The correct term you're looking for is "seeding"!
You're going to need a database however, and a migration to create the database along with the associated movies table. (There are plenty of guides on how to do this, along with the official documentation).
After that's done, you'll need to "seed" your database with the data in your json file.
In the seeds.rb file, assuming that the JSON file is an array of Movies in JSON form, you should be able to loop over every Movie JSON object and insert it into your database.
To add to docaholic's helpful response, here's some steps/pseudo-code that may help.
Assuming you're using a SQL database and need to create a model:
# creates a migration file.
rails generate migration create_movies title:string #duration_in_minutes:integer or whatever fields you have
# edit the file to add other fields/ensure it has what you want.
rake db:migrate
Write a script to populate your database. There are many patterns for this (rake task, test fixtures, etc) and which one you'd want to use would depend on what you need (whether it's for testing, for production environment, as seed data for new environments, etc).
But generally what the code would look like is:
text_from_file = File.read(file_path)
JSON.parse(text_from_file).each do |json_movie_object|
Movie.create!(title: json_movie_object[:title], other_attribute: json_movie_object[:other_attribute])
# if the json attributes exactly match the column names, you can do
# Movie.create!(json_movie_object)
end
This is not the most performant option for large amounts of data.
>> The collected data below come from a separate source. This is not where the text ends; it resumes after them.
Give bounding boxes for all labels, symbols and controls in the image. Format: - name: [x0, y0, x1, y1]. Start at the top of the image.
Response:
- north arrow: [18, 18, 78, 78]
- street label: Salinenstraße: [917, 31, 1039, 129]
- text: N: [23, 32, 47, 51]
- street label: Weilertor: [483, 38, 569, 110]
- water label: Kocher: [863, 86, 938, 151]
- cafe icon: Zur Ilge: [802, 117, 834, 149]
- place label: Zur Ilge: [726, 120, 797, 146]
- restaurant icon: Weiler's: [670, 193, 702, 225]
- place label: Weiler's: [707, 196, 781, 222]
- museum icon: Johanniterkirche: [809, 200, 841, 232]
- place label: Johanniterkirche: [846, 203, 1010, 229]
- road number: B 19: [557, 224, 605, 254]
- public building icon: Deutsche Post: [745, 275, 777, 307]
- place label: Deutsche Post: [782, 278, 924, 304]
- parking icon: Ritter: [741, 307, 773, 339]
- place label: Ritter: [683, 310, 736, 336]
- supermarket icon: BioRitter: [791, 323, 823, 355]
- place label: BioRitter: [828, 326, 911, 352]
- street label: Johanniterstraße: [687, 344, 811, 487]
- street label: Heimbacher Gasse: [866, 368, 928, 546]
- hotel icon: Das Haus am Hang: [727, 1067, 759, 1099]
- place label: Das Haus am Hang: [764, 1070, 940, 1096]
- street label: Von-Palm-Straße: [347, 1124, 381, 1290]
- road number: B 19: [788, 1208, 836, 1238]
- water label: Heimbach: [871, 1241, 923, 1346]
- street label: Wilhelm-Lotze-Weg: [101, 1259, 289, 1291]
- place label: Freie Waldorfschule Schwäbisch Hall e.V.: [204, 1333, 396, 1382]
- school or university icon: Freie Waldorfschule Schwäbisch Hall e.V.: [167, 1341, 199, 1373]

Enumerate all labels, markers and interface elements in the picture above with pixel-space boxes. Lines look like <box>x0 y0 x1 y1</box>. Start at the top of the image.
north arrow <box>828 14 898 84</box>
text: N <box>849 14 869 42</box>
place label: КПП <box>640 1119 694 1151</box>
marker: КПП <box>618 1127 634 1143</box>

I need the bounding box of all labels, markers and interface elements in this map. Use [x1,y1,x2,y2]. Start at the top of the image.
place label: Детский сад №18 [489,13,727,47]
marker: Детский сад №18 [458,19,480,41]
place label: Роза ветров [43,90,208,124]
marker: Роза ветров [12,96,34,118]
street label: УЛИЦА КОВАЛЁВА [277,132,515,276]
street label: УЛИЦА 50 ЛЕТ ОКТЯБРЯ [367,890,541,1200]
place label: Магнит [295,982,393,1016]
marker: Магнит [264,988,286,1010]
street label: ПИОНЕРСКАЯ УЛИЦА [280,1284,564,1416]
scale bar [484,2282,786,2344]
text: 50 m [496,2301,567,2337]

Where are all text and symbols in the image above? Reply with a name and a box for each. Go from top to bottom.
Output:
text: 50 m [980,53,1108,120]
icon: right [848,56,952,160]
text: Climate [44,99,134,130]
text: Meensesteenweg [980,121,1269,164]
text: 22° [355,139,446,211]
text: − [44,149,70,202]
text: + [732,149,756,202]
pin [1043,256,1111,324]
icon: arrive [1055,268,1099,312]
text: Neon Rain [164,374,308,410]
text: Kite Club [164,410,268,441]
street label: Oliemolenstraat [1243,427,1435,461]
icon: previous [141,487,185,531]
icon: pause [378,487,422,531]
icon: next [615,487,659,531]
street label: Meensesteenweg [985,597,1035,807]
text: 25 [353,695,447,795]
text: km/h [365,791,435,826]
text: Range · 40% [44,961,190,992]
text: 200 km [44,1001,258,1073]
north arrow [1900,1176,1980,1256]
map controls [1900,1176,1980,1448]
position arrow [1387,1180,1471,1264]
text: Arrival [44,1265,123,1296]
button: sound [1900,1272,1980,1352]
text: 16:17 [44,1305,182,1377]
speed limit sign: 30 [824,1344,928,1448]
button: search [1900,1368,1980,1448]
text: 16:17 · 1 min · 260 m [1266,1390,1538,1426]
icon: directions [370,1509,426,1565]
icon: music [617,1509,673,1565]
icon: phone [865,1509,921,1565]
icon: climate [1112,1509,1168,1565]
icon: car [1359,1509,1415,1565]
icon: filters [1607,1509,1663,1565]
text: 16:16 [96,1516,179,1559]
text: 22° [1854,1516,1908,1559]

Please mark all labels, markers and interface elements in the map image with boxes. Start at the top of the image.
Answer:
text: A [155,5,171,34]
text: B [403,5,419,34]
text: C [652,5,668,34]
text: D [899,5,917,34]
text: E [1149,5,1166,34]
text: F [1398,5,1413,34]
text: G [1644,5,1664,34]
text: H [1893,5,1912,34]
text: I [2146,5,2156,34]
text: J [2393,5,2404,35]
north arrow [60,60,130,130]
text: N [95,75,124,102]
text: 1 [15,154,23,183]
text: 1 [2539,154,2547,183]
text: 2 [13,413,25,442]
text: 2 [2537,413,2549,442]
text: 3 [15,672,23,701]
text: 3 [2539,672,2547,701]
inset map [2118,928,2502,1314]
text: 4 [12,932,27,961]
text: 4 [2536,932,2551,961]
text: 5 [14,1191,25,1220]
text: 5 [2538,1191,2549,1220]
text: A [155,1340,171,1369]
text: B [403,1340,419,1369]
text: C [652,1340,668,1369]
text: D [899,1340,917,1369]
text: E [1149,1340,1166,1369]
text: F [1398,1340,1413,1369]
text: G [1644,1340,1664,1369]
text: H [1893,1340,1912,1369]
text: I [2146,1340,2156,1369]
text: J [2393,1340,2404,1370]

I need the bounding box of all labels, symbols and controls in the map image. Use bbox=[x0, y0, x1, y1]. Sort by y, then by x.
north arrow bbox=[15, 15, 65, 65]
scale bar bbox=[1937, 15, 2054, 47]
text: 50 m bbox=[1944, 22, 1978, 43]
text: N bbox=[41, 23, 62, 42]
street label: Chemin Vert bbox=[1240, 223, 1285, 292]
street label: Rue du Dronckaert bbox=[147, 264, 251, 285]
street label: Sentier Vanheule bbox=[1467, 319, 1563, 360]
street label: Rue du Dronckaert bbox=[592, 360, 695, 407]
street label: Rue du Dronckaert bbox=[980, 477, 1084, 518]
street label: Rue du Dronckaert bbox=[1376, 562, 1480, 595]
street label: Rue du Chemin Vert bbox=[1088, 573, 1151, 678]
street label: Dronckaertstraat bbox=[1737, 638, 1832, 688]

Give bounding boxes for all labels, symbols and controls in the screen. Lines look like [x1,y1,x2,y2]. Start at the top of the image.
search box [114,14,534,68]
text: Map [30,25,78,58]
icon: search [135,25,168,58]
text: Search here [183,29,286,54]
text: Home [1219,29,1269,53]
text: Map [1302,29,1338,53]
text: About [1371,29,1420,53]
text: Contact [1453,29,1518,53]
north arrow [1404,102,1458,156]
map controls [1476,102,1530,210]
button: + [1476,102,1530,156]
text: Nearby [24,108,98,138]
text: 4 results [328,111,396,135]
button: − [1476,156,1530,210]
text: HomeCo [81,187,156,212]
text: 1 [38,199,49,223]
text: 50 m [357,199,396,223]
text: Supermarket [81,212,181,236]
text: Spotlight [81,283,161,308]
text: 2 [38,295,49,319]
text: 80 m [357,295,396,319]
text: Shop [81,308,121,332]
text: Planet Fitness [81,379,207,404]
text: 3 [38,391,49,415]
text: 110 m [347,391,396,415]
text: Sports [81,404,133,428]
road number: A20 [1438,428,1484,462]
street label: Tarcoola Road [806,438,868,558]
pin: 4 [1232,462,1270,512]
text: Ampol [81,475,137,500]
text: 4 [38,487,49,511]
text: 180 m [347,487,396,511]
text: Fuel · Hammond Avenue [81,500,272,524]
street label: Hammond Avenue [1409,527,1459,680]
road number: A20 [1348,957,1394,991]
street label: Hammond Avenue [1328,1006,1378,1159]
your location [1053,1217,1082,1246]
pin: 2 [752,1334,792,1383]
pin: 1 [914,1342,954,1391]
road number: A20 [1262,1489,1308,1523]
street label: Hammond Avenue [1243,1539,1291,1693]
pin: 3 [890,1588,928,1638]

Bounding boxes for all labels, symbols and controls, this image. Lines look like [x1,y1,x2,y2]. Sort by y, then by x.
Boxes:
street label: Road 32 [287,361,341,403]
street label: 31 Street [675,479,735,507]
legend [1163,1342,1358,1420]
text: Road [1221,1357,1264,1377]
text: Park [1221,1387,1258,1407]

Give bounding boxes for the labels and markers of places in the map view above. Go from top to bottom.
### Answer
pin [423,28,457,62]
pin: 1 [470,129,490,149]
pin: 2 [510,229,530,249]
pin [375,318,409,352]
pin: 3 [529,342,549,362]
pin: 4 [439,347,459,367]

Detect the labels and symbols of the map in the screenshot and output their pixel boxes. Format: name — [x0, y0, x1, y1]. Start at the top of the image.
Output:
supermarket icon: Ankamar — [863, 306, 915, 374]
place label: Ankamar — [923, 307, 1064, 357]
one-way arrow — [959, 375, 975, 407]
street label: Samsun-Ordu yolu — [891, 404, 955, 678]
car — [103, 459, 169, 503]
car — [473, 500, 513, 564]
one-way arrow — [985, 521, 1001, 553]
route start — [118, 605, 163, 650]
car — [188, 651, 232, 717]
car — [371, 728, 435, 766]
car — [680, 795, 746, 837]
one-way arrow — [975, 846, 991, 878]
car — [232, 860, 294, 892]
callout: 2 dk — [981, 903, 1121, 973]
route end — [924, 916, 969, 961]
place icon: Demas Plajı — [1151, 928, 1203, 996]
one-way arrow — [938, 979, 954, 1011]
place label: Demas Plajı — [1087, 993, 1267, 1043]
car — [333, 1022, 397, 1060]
For large files you can use insert_all for much greater efficiency, but this bypasses activerecord validations and callbacks so you'd want to understand what that means.
For my case, I need to seed around 200 hundred datas for production from a JSON file, so I tried to insert data from the json files in a database.
SO at first I created a database in rails project
rails generate migration create_movies title:string duration_in_minutes:integer
# or whatever fields you have
# edit the file to add other fields/ensure it has what you want.
rake db:migrate
Now its time to seed datas!
Suppose your movies.json file has:
[
{"id":"1", "name":"Titanic", "time":"120"},
{"id":"2", "name":"Ruby tutorials", "time":"120"},,
{"id":"3", "name":"Something spetial", "time":"500"}
{"id":"4", "name":"2HAAS", "time":"320"}
]
NOW, like this 4 datas, think your JSON file has 400+ datas to input which is a nightmare to write in seed files manually.
You need to add JSON gem to work. Run
bundle add json
to work with JSON file.
In db/seed.rb file, add these lines to add those 400+ infos in your DATABASE:
infos_from_json = File.read(your/JSON/file/path/movies.json)
JSON.parse(infos_from_json).each do |t|
Movie.create!(title: t['name'], duration_in_minutes:
t['time'])
end
Here:
infos_from_json variable fixing the JSON file from file directory
JSON.parse is calling the JSON datas then the variable is declared to indicate where the file is located and each do loop is dividing each data and |t| will be used to add part JSON.parse(infos_from_json). in every call.
Movie.create!(title: t['title'], duration_in_minutes: t['time']) is adding the data in database
This is how we can add datas in our database from a JSON file easily.
For more info about seeding data in database checkout the documentation
THANKS
Edit: This operation requires JSON gem just type bundle add json

fetch csv feed and place into database in rails

So from scratch, I have a CSV feed. Its currently 2596 lines long (Yay)
This feed gets updated frequently, I'm wanting to have this csv feed, (Baring in mind when i click the link it instantly downloads as a csv file.) to populate my database daily at a random time (e.g. 5am in the morning) every morning the database table would wipe and repopulate via the csv. (the way i access the csv is via url)
How would i go about this using rails? I'm unaware if there is any gems or anything i could use for this.
Sam
You wouldn't do it via rails - rails is a web framework, this is more a background task. If the population of the database needs to know your application structure, I'd set this up as a rake task in lib/tasks/populate.rake
Your question is much to broad to answer fully without more details, but generally something like the below should work.
Edit: delete users and recreate from an assumed structure
require 'open-uri'
namespace :populate do
desc 'wipes the database and recreates from CSV'
task reload: :environment do
# Remove all users
User.delete_all
CSV.new(open(YOUR_CSV_URL)).each do |row|
# do something with the row
User.create(name: row[0], address: row[1])
end
end
end
You could then use Cron or equivalent to call this at 5am
cd /path/to/your/web/app && RAILS_ENV=production bundle exec rake populate:reload

Rails separated seeds

Hi i probably have a simple question.
I have this database with moodboard templates.
I want to transport it to the server with capistrano but in my seeds.rb file there is only all the seeds and if i run them again a lot of data gets inserted twice.
I normally run:
rake db:seed
But i would like to see another command
How can i make a separate seed file to execute on its own.
You can either delete your seeds before insert in seeds.rb or check the count of the model rows or check for the id if the item you're looking to insert before you insert it in your seeds.rb. Basically, I think you just need to add some checks before you insert additional data. I could provide a more specific answer if you posted your seeds.rb.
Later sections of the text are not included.